About this exercise – Your copy of the data should leave out the images and match everything else exactly.

Given information –
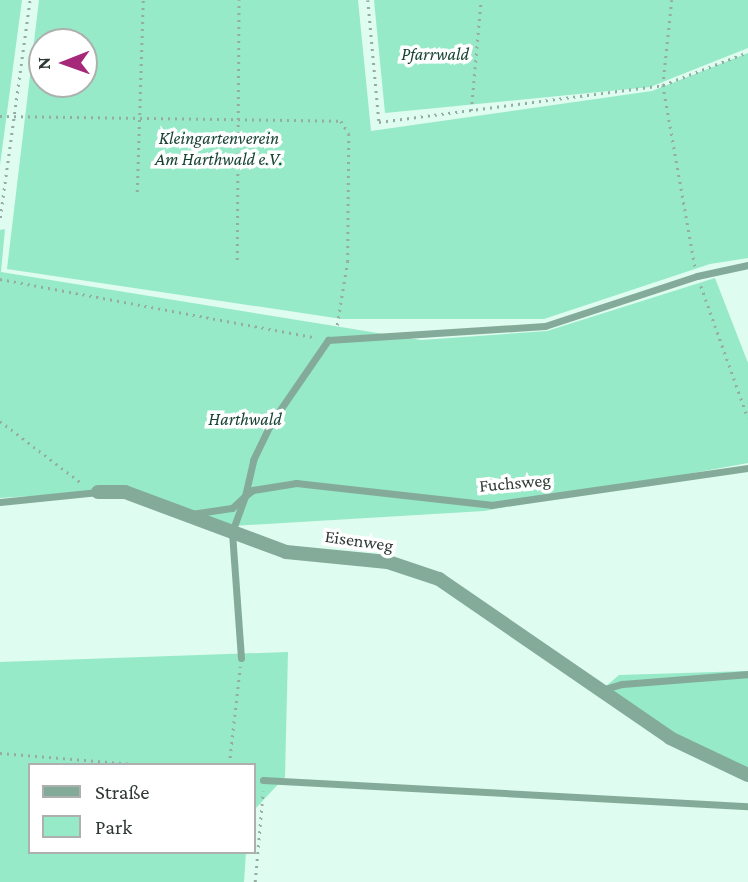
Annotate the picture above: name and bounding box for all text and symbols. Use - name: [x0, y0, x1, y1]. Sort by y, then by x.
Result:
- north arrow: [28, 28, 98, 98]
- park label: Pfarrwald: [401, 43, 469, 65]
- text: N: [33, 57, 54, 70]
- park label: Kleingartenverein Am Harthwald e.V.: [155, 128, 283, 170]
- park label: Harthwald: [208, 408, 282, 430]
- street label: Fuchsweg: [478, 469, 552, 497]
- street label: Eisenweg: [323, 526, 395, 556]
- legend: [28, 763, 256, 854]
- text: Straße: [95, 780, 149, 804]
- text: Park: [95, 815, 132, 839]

Expected output –
Annotate the picture above: name and bounding box for all text and symbols. Use - name: [x0, y0, x1, y1]. Sort by y, then by x.
Result:
- north arrow: [28, 28, 98, 98]
- park label: Pfarrwald: [401, 43, 469, 65]
- text: N: [33, 57, 54, 70]
- park label: Kleingartenverein Am Harthwald e.V.: [155, 128, 283, 170]
- park label: Harthwald: [208, 408, 282, 430]
- street label: Fuchsweg: [478, 469, 552, 497]
- street label: Eisenweg: [323, 526, 395, 556]
- legend: [28, 763, 256, 854]
- text: Straße: [95, 780, 149, 804]
- text: Park: [95, 815, 132, 839]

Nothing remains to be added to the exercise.